Re: [PATCH] s390/kexec: Consolidate crash_map/unmap_reserved_pages() and arch_kexec_protect(unprotect)_crashkres()

From: Xunlei Pang
Date: Tue Apr 05 2016 - 00:53:30 EST


On 2016/04/04 at 22:58, Michael Holzheu wrote:
> Hello Xunlei,
>
> On Sat, 2 Apr 2016 09:23:50 +0800
> Xunlei Pang <xpang@xxxxxxxxxx> wrote:
>
>> On 2016/04/02 at 01:41, Michael Holzheu wrote:
>>> Hello Xunlei again,
>>>
>>> Some initial comments below...
>>>
>>> On Wed, 30 Mar 2016 19:47:21 +0800
>>> Xunlei Pang <xlpang@xxxxxxxxxx> wrote:
>>>
> [snip]
>
>>>> + os_info_crashkernel_add(0, 0);
>>>> + }
>>>> +}
>>> Please do not move these functions in the file. If you leave it at their
>>> old location, the patch will be *much* smaller.
>> In fact, I did this wanting avoiding adding extra declaration.
> IMHO no extra declaration is necessary (see patch below).
>
> [snip]
>
>>>> +/*
>>>> * PM notifier callback for kdump
>>>> */
>>>> static int machine_kdump_pm_cb(struct notifier_block *nb, unsigned long action,
>>>> @@ -43,12 +89,12 @@ static int machine_kdump_pm_cb(struct notifier_block *nb, unsigned long action,
>>>> switch (action) {
>>>> case PM_SUSPEND_PREPARE:
>>>> case PM_HIBERNATION_PREPARE:
>>>> - if (crashk_res.start)
>>>> + if (kexec_crash_image)
>>> Why this change?
>> arch_kexec_protect_crashkres() will do the unmapping once kdump kernel is loaded
>> (i.e. kexec_crash_image is non-NULL), so we should check "kexec_crash_image" here
>> and do the corresponding re-mapping.
>>
>> NULL crashk_res_image means that kdump kernel is not loaded, in this case mapping is
>> already setup either initially in reserve_crashkernel() or by arch_kexec_unprotect_crashkres().
> Sorry, I missed this obvious part.
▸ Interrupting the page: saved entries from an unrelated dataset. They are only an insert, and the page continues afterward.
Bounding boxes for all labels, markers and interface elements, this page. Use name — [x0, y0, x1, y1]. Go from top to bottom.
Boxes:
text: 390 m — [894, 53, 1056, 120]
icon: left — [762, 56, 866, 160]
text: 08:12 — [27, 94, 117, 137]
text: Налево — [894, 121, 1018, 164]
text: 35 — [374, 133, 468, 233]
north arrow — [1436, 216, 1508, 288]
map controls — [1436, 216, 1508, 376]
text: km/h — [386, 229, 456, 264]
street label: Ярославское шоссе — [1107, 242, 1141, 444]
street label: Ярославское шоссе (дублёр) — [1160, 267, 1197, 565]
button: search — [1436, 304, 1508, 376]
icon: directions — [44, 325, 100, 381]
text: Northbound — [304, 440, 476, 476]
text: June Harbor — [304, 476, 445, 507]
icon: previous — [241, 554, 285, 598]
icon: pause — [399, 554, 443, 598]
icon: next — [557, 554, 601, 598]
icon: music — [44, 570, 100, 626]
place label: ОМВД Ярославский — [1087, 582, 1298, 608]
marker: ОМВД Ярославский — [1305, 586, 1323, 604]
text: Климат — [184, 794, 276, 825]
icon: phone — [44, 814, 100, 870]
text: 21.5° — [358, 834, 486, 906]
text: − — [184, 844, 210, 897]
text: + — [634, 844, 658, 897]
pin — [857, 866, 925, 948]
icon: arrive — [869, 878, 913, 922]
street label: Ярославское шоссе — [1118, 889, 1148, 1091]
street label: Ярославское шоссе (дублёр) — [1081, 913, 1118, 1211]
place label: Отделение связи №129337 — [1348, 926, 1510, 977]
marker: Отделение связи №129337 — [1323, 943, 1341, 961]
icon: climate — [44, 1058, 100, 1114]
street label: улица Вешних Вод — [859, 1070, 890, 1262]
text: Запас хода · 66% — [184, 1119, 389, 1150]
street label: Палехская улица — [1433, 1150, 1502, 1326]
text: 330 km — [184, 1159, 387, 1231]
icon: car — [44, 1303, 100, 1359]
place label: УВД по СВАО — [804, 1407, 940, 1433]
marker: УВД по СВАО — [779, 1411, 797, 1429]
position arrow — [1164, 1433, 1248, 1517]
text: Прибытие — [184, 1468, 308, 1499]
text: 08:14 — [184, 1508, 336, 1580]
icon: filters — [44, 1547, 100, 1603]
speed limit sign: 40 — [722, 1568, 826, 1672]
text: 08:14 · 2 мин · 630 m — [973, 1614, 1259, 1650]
So your change seems to be ok here.
>
> There is another problem with your patch: The vmem_remove_mapping() function
> can only remove mappings which have been added by vmem_add_mapping() before.
> Therefore currently the vmem_remove_mapping() call is a nop and we still have
> a RW mapping after the kexec system call.
>
> If you check "/sys/kernel/debug/kernel_page_tables" you will see that the
> crashkernel memory is still mapped RW after loading kdump.
>
> To fix this we could keep the memblock_remove() and call vmem_add_mapping()
> from a init function (see patch below).
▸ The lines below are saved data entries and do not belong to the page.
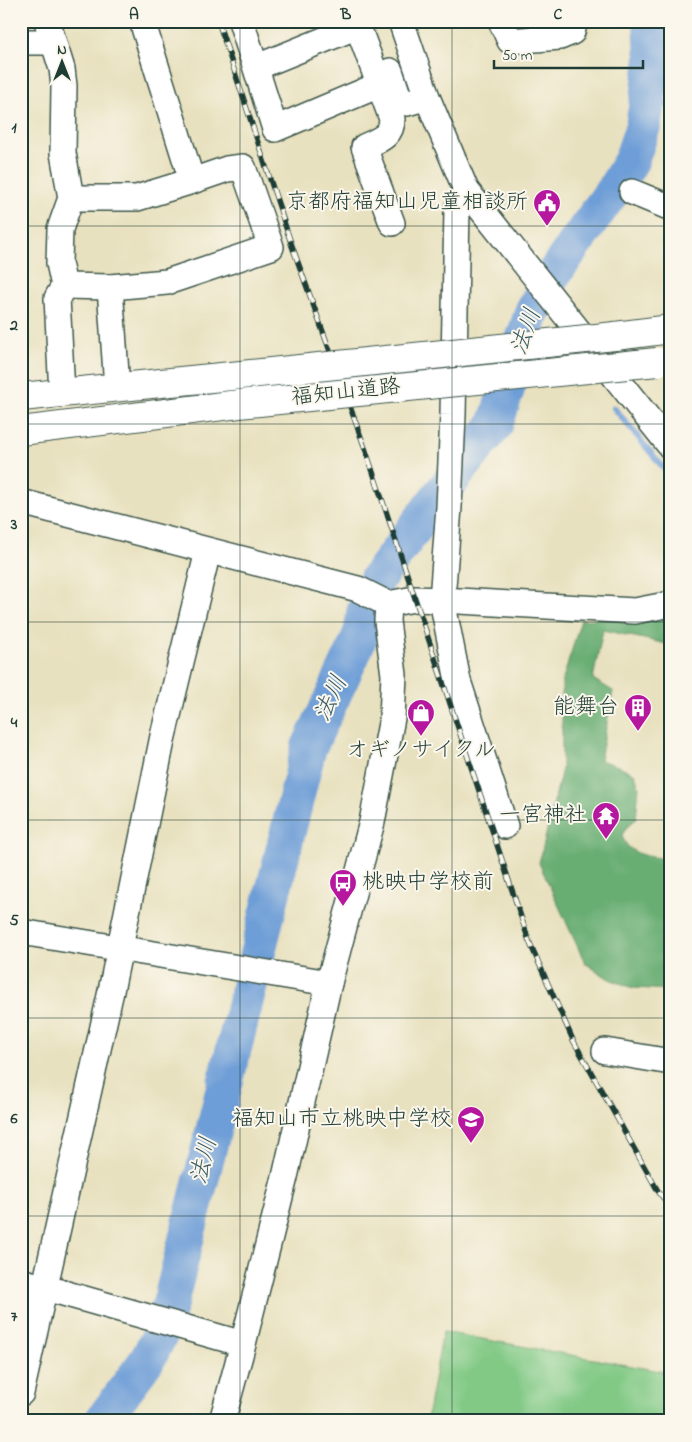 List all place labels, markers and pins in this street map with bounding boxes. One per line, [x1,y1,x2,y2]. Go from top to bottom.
place label: 京都府福知山児童相談所 [286,187,528,219]
public building icon: 京都府福知山児童相談所 [532,188,562,227]
place label: 能舞台 [553,692,619,724]
building icon: 能舞台 [623,693,653,732]
shop icon: オギノサイクル [406,698,436,737]
place label: オギノサイクル [346,735,496,767]
place label: 一宮神社 [499,800,587,832]
temple icon: 一宮神社 [591,801,621,840]
place label: 桃映中学校前 [362,867,494,899]
bus stop icon: 桃映中学校前 [328,868,358,907]
place label: 福知山市立桃映中学校 [232,1104,452,1136]
school or university icon: 福知山市立桃映中学校 [456,1105,486,1144] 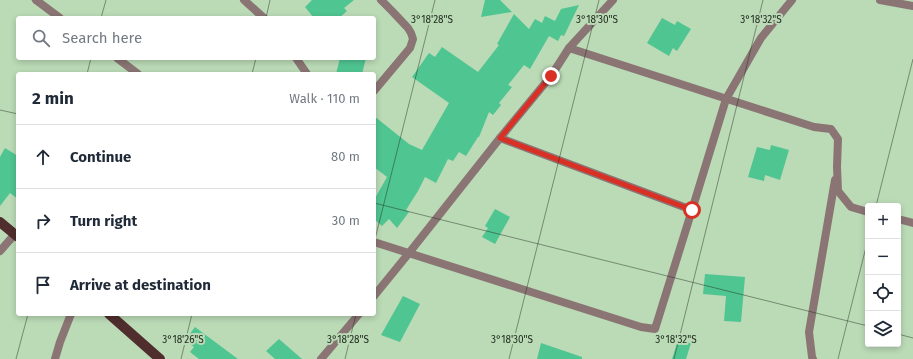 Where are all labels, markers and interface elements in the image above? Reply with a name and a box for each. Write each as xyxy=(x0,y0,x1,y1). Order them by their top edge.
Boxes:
text: 3°18'28"S xyxy=(411,14,453,26)
text: 3°18'30"S xyxy=(576,14,619,26)
text: 3°18'32"S xyxy=(740,14,782,26)
search box xyxy=(16,16,376,60)
icon: search xyxy=(30,27,52,49)
text: Search here xyxy=(62,29,142,47)
route end xyxy=(542,67,560,85)
text: 2 min xyxy=(32,88,74,109)
text: Walk · 110 m xyxy=(289,91,360,106)
icon: ahead xyxy=(32,146,54,168)
text: Continue xyxy=(70,148,131,166)
text: 80 m xyxy=(331,149,360,164)
route start xyxy=(683,201,701,219)
map controls xyxy=(865,203,901,347)
button: + xyxy=(865,203,901,239)
icon: right xyxy=(32,210,54,232)
text: Turn right xyxy=(70,212,137,230)
text: 30 m xyxy=(332,213,360,228)
button: − xyxy=(865,239,901,275)
icon: arrive xyxy=(32,274,54,296)
button: locate xyxy=(865,275,901,311)
text: Arrive at destination xyxy=(70,276,211,294)
button: layers xyxy=(865,311,901,347)
text: 3°18'26"S xyxy=(162,334,204,346)
text: 3°18'28"S xyxy=(327,334,369,346)
text: 3°18'30"S xyxy=(491,334,534,346)
text: 3°18'32"S xyxy=(655,334,697,346)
Indeed, thanks for the catching.

>
> [snip]
>
>>>> --- a/arch/s390/kernel/setup.c
>>>> +++ b/arch/s390/kernel/setup.c
>>>> @@ -603,7 +603,7 @@ static void __init reserve_crashkernel(void)
>>>> crashk_res.start = crash_base;
>>>> crashk_res.end = crash_base + crash_size - 1;
>>>> insert_resource(&iomem_resource, &crashk_res);
>>>> - memblock_remove(crash_base, crash_size);
>>>> + memblock_reserve(crash_base, crash_size);
>>> I will discuss this next week in our team.
>> This can address the bad page warning when shrinking crashk_res.
> Yes, shrinking crashkernel memory is currently broken on s390. Heiko Carstens
> (on cc) plans to do some general rework that probably will automatically fix
> this issue.

Since this is not critical issue, I'm fine with leaving it to Heiko's rework.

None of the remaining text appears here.